Kind of like God. He takes my breath away sometimes. And He’s taken my breath away over and over.
But when we glimpse just how big and amazing and awesome God is, we can start to believe for the crazy things. We stop getting tripped up by the impossible and instead just jump into the water and see what might happen. Even when the odds are stacked against us. God has been challenging me to pray bigger prayers. Crazy big prayers. And it’s been great. And exciting. But crazy big prayers are only one part of it. Sometimes we have to take a crazy step out of the boat, too.
So today I did something that – in my book – is just kind of crazy. I entered a screenwriting contest. Not just any screenwriting contest – The. Big. One. The granddaddy of them all. The Nicholl. You see, even though I’ve been writing screenplays for the past 8 years, I haven’t really had the opportunity to do anything with them. Screenplays are different than novels. I know what to do with them. Screenplays – well, they require far more money than I have to produce them. So I write and write and they are pretty little files on my computer.

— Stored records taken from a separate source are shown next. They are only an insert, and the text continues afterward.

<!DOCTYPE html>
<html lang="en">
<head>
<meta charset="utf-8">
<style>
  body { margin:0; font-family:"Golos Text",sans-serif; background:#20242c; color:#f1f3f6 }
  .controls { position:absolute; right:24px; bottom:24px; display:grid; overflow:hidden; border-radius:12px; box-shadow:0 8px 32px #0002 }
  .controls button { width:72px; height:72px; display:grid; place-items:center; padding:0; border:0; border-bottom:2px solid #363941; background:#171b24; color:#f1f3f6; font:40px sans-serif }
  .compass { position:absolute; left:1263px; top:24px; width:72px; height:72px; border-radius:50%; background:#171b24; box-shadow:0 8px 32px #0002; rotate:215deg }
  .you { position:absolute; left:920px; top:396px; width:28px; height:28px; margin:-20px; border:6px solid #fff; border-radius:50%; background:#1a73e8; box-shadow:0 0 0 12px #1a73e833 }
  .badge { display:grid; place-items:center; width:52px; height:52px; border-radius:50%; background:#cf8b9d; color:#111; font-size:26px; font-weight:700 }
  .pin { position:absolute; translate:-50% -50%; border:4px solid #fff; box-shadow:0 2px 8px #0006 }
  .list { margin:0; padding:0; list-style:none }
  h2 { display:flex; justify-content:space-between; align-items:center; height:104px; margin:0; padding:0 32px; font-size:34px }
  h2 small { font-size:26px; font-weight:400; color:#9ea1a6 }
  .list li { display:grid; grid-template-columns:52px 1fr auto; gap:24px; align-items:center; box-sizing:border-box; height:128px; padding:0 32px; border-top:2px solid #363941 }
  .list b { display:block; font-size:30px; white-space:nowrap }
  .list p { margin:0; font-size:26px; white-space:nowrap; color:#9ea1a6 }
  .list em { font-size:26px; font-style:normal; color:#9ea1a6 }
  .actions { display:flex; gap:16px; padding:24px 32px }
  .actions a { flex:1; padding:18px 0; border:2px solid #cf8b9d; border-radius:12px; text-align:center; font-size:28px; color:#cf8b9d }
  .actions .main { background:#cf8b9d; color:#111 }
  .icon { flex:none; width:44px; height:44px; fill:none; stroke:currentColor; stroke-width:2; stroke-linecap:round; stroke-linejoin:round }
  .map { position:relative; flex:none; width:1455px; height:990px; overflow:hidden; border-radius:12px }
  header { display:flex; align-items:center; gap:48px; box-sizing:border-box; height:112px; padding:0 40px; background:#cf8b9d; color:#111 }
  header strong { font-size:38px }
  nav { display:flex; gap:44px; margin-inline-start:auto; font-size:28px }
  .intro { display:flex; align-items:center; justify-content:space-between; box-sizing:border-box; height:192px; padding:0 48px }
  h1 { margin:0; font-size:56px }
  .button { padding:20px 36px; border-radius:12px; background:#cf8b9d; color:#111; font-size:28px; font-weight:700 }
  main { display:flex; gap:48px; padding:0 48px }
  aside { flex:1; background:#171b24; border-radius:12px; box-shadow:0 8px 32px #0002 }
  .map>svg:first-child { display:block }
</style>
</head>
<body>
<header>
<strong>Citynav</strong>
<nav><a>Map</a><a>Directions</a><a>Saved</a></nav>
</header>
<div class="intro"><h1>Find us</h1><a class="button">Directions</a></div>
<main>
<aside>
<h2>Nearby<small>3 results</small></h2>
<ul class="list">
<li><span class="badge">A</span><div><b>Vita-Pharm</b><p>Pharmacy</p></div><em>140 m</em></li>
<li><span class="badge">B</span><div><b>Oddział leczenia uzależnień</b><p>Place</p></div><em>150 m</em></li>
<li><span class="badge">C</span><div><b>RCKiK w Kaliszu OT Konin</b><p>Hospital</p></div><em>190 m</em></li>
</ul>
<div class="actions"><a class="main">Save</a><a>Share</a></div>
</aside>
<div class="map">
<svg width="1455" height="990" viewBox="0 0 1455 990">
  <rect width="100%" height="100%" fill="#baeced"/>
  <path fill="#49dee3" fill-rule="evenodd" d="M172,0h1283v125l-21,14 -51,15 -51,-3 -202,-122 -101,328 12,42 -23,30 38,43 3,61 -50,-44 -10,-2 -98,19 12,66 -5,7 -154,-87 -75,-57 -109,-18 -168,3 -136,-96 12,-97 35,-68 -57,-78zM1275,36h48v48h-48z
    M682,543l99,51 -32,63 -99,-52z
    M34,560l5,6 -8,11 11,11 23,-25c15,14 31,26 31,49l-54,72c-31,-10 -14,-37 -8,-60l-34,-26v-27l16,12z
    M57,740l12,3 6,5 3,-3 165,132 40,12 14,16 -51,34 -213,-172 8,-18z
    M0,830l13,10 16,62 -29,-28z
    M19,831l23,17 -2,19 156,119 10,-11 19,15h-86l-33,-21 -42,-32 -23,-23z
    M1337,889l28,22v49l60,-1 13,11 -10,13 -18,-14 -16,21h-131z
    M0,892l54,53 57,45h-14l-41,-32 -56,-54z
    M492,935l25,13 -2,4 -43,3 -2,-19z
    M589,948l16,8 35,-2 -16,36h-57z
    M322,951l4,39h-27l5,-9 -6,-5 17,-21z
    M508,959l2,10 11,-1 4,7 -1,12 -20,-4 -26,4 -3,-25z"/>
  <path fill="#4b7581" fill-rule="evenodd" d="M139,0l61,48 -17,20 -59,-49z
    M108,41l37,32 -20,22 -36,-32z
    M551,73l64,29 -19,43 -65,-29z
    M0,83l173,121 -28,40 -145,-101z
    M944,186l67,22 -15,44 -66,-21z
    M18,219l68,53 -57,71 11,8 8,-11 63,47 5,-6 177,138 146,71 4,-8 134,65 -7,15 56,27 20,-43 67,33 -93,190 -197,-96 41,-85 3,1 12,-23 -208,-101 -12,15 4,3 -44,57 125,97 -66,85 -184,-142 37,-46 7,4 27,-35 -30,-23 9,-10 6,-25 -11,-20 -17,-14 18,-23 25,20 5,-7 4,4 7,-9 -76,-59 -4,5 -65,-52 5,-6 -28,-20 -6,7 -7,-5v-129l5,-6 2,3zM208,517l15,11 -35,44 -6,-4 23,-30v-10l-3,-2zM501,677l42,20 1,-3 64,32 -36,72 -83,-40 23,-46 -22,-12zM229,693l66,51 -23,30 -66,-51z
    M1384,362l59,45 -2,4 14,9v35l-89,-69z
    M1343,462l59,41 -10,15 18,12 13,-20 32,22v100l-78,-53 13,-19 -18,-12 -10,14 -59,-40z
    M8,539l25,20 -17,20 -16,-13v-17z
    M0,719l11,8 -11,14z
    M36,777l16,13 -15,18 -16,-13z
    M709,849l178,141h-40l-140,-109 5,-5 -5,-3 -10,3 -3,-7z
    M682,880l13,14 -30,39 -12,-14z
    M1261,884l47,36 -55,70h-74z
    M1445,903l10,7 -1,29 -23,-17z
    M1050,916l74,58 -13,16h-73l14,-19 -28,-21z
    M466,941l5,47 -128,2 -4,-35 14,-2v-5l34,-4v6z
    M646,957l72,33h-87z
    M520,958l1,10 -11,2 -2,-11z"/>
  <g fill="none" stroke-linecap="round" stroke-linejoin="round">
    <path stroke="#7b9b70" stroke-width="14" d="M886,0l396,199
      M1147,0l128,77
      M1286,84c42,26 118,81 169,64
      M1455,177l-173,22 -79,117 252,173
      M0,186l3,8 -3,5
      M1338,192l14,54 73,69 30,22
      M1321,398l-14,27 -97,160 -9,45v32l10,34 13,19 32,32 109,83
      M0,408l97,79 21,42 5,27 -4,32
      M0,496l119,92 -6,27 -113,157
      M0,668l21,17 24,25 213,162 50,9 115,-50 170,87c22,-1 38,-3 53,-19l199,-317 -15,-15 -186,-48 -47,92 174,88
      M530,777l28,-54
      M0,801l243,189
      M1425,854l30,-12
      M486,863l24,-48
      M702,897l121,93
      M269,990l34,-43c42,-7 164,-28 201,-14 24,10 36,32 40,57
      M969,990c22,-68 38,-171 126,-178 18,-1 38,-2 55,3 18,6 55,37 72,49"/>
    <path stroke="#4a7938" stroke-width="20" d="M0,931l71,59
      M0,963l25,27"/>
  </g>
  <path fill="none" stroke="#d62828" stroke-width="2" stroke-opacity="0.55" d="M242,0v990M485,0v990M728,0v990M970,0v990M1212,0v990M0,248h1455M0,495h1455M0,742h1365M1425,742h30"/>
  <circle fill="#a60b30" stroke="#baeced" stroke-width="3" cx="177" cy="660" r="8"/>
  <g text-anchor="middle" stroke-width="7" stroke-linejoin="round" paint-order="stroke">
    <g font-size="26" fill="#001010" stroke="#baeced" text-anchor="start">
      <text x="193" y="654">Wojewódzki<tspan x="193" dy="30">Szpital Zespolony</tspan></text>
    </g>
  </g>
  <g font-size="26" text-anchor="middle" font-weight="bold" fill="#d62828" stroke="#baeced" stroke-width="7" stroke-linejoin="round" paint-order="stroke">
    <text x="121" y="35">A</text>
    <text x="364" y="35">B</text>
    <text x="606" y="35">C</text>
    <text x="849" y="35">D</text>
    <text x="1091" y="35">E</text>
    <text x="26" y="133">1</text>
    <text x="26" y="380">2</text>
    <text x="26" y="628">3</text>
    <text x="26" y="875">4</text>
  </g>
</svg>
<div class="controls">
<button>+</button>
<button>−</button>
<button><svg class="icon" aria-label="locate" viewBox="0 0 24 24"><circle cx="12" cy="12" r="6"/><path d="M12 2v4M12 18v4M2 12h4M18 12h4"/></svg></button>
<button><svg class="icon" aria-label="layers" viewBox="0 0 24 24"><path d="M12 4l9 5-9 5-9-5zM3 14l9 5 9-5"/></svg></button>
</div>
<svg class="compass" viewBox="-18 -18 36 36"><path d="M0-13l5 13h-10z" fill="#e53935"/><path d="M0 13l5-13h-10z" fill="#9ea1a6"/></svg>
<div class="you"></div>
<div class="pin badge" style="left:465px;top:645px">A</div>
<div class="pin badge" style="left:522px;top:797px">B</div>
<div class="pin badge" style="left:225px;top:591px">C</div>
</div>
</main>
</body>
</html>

The screenplay I just finished has been circling my heart for three long years. I love the story. And now I have a complete script. But what to do with it? I’ve been asking the Lord about whether or not to enter it somewhere (mostly because I don’t really have any other good ideas about what to do with it), but didn’t really hear anything. This morning as I sat out on my deck with the Lord, I began to look at all that God has already done. And I realized that my hesitancy was simply because I was afraid. It felt silly and ridiculous to even consider such a thing. I was afraid to fail. But fear is a very poor barometer to help decide what we should and shouldn’t do.
What exactly did I have to lose? Well, my fear.
Sometimes you just have to do something you’re afraid to do simply so you won’t be afraid anymore.
Yes, it’s a bit crazy. It is likely that more than 7,000 screenplays will be entered. That’s a crazy amount. But I still entered. I tried. And at the end of the day, I can be content with that.
Is there something crazy YOU should be doing?